Clifden nonpareil spotted at Wappenbury Wood

Credit Paula Irish 

Holy grail of moth watching recorded for the first time at Wappenbury Wood.

This is the first recording of a Clifden nonpareil for this nature reserve and a fabulous moth to see. It was believed to have become extinct in the 1960s so moth enthusiasts were excited to see one at our Dunsmore moth watching evening.

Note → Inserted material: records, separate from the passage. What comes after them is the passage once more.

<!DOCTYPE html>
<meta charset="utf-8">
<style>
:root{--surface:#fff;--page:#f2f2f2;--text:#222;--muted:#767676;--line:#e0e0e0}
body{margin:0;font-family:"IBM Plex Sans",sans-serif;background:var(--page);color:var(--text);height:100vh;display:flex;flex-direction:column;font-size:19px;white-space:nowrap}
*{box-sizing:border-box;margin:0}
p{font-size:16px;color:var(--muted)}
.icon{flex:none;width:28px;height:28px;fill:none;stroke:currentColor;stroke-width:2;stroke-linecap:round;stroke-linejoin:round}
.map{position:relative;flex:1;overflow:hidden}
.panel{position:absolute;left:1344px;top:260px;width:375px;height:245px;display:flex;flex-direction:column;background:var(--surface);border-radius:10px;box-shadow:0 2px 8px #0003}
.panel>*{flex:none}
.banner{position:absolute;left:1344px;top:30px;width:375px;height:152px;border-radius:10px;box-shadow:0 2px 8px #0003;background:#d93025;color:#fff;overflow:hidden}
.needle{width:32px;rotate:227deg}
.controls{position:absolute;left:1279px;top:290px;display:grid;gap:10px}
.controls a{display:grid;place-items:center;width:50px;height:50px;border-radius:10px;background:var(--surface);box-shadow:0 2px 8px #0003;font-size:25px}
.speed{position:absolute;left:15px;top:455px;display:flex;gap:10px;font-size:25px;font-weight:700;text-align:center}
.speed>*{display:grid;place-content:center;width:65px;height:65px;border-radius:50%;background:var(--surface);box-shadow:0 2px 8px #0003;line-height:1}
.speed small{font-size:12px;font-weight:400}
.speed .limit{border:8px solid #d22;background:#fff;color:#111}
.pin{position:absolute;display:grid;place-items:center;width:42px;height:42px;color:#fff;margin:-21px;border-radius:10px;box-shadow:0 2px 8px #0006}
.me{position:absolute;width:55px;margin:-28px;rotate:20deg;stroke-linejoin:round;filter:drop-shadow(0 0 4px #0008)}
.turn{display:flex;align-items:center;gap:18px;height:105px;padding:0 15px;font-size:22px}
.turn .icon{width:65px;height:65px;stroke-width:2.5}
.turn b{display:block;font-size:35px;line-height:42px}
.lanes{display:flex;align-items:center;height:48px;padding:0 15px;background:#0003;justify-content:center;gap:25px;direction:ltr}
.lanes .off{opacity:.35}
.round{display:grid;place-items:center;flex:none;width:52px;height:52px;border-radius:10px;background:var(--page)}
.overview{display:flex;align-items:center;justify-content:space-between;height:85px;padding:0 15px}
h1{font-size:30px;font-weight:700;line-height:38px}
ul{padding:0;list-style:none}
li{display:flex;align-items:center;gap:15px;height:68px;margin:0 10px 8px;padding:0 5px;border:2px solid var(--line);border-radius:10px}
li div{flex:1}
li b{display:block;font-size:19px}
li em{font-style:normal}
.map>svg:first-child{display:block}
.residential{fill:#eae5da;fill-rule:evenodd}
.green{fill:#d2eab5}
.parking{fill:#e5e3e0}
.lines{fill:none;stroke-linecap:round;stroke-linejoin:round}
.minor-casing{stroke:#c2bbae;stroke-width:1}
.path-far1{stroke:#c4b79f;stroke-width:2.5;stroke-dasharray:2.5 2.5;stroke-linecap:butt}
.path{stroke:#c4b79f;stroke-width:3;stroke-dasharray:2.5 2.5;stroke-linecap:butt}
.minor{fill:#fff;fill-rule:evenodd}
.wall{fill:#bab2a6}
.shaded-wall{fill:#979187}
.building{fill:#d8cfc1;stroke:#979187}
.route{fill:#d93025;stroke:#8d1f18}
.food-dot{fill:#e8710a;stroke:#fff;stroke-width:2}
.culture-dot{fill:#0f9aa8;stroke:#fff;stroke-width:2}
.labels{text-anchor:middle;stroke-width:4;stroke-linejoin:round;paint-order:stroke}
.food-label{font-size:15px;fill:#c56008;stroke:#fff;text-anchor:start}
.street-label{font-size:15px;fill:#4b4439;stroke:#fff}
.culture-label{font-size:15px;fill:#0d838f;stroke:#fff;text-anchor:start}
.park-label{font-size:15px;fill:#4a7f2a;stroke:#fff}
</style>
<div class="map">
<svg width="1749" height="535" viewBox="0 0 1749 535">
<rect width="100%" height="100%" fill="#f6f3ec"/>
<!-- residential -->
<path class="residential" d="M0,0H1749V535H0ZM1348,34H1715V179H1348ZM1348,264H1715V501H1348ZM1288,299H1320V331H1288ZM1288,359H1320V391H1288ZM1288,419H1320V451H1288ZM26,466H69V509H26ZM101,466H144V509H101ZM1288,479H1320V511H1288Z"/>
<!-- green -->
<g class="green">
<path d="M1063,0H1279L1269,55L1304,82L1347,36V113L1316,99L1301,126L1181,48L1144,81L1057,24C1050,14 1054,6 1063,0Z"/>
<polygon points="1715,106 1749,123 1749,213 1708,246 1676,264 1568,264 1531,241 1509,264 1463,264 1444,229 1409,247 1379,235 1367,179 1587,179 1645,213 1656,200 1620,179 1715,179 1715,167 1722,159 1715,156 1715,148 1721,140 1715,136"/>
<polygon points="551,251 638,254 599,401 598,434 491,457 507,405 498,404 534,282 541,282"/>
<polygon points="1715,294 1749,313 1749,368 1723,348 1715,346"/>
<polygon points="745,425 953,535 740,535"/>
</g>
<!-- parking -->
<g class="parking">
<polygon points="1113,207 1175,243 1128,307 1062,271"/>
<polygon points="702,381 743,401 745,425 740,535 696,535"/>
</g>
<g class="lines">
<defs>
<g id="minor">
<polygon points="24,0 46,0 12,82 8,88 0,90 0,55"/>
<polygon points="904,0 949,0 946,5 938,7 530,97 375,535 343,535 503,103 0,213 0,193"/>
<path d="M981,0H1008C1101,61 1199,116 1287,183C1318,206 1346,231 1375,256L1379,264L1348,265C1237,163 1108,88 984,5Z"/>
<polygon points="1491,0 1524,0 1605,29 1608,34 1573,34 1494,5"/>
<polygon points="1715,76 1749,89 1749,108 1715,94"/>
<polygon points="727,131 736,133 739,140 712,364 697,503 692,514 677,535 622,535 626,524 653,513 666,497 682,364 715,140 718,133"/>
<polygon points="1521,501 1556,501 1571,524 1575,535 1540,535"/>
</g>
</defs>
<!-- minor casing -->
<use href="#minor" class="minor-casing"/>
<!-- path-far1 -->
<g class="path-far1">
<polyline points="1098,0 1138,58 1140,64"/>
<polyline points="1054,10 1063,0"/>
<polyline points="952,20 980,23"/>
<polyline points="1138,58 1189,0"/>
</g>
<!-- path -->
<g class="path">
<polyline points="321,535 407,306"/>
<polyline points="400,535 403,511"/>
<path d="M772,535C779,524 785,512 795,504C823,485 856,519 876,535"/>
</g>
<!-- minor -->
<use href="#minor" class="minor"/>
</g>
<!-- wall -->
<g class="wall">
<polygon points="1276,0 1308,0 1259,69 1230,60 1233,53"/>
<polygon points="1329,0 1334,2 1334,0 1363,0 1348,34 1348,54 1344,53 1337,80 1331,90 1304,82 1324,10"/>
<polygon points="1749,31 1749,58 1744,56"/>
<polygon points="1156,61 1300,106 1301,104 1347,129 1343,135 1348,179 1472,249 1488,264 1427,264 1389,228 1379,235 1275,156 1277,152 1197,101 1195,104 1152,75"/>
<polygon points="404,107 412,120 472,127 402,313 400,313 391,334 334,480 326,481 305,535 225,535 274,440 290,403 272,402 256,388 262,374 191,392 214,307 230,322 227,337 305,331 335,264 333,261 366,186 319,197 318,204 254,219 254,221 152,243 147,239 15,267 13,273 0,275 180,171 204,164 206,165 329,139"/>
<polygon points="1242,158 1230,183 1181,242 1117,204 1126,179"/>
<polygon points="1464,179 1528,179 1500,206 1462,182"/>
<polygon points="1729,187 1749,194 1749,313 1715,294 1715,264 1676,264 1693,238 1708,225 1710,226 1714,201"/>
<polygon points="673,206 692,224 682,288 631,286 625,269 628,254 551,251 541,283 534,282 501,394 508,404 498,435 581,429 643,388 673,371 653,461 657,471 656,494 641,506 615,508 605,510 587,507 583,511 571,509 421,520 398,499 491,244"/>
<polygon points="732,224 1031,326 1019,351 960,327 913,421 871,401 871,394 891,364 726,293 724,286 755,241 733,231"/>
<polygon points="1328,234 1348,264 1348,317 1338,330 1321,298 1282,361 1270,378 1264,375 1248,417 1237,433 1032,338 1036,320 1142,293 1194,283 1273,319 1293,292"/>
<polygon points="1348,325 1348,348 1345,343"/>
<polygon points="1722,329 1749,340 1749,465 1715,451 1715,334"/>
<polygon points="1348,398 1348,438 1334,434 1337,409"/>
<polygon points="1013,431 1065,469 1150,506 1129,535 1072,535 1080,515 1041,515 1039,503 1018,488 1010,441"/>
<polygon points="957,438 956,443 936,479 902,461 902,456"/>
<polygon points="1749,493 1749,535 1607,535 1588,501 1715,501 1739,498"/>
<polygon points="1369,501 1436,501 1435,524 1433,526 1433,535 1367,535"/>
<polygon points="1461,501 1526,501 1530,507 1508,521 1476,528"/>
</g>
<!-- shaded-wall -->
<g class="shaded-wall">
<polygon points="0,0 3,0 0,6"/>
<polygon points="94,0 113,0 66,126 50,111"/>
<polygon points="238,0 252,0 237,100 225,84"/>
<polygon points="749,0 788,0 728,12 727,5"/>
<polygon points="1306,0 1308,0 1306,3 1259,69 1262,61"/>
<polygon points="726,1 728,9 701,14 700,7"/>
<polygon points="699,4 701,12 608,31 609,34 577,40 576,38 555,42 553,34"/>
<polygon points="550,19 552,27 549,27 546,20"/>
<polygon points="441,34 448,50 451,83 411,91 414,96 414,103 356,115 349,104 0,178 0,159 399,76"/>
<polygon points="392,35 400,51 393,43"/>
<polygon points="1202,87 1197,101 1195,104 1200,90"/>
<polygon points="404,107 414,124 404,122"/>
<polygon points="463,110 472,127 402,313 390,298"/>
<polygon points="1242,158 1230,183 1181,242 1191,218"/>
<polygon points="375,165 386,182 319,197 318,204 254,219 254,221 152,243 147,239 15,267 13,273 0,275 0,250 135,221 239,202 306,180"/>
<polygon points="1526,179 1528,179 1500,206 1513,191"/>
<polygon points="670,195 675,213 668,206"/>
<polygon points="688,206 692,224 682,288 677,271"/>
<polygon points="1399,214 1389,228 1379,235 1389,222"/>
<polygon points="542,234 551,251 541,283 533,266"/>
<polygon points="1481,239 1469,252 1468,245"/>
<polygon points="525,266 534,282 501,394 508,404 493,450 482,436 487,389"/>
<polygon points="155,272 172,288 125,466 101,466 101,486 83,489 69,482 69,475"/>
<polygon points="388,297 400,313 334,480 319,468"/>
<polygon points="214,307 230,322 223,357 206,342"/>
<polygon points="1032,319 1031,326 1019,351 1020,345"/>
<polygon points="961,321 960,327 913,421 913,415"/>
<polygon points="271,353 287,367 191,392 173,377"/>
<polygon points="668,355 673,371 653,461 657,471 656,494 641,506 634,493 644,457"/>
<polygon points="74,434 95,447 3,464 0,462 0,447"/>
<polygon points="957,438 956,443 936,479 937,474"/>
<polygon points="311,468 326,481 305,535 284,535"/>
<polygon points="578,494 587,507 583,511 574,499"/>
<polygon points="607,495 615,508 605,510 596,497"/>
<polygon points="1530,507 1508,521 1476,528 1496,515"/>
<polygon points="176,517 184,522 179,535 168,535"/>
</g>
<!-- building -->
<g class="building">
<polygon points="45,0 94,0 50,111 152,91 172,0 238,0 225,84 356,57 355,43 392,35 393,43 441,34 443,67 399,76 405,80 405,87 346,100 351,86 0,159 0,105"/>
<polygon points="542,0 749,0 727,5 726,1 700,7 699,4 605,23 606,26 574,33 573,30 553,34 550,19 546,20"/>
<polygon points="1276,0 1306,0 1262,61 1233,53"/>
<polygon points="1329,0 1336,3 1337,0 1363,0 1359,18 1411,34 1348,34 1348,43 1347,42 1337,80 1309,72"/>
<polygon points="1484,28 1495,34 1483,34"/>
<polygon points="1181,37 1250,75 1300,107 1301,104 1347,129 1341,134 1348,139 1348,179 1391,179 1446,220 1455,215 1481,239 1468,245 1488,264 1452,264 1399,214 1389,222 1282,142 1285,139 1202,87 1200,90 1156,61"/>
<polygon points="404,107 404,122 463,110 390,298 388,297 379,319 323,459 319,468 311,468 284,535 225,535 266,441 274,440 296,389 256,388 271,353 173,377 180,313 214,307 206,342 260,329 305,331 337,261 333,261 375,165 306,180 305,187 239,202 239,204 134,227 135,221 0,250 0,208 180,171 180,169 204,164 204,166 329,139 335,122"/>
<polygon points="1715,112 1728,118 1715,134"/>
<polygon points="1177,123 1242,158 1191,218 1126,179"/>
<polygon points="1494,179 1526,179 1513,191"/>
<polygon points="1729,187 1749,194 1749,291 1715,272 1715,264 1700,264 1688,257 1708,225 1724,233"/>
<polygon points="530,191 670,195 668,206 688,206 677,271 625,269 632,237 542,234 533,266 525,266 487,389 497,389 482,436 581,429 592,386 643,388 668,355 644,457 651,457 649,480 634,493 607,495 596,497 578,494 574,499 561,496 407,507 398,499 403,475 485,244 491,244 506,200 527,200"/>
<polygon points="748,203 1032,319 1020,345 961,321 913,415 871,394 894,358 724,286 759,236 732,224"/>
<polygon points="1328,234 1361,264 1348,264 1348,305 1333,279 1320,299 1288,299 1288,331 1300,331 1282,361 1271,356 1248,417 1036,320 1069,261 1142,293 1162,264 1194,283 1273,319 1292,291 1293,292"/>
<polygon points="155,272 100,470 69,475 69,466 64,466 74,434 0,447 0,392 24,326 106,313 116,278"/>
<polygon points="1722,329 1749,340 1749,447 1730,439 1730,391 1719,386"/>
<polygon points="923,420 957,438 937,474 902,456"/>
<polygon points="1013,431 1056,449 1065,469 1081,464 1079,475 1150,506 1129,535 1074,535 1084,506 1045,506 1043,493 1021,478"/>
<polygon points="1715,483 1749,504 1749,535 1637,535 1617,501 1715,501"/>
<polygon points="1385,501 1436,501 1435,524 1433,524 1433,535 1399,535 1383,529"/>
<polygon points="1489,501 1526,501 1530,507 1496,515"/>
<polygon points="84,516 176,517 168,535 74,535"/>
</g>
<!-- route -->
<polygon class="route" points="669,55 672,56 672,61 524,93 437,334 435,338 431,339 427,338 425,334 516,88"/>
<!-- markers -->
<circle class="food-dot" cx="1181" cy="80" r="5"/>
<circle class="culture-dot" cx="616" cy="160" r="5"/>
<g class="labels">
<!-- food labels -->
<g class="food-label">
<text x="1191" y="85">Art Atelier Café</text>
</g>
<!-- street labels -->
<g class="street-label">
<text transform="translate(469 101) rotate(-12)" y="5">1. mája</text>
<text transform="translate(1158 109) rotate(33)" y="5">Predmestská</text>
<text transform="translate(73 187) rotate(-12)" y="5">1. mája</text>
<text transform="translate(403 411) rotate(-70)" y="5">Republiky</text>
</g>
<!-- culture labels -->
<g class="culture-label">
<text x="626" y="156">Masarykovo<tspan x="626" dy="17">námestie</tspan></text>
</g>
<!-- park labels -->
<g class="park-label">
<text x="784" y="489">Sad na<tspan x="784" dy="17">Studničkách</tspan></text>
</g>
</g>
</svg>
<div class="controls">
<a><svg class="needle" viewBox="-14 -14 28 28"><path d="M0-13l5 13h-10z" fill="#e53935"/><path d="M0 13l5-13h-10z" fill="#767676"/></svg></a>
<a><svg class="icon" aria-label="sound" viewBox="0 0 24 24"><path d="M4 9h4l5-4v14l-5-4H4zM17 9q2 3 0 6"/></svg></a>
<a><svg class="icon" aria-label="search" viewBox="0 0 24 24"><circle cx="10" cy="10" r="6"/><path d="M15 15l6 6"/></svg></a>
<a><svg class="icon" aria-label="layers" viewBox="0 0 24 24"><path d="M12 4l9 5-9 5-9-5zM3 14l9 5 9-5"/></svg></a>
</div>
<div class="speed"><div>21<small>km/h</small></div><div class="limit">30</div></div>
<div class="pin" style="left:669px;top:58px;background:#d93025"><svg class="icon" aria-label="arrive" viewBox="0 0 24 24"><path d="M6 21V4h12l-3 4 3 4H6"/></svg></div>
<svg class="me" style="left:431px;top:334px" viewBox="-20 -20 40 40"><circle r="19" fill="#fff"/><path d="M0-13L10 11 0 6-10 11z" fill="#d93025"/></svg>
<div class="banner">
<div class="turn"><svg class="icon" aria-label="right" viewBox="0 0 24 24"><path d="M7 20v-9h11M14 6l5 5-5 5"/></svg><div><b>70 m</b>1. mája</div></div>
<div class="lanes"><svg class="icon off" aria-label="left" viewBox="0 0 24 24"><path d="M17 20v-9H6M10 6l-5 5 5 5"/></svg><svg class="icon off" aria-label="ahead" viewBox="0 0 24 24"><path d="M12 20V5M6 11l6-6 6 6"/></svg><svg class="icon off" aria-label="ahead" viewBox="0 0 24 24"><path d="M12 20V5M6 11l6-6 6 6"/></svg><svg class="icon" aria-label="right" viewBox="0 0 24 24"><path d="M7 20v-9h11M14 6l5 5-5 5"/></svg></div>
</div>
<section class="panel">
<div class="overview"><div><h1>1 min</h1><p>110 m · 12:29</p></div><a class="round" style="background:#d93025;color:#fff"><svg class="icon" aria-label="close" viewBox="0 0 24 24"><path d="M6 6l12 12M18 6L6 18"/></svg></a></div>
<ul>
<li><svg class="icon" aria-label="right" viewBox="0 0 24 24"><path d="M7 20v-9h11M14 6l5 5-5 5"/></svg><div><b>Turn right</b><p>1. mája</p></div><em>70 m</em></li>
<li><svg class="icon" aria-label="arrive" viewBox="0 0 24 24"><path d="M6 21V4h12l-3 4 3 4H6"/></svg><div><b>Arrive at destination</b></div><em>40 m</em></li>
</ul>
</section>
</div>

The Clifden nonpareil has a large wingspan, reaching almost 12cm across, and a vivid blue stripe on its hindwings. Also known as Blue Underwing, the name Clifden nonpareil means “beyond compare". There have now been a number of sightings in counties from Cornwall and Devon to Norfolk and Northamptonshire so those attending our moth night were optimistic of seeing one. Conservationists now believe there are established resident populations and that it is breeding across southern Britain. 

Our event on 27th September celebrated the 20th year of national moth night, with expert David Brown running moth trapping at Wappenbury Wood. Whilst butterflies are widely loved and appreciated, moths unfortunately don’t receive the same limelight as a result of their largely nocturnal life, making people unaware of their impressive beauty. National Moth Night is held a couple of nights in the year to introduce moths to new audiences, share knowledge on their ecology/conservation and to encourage their study.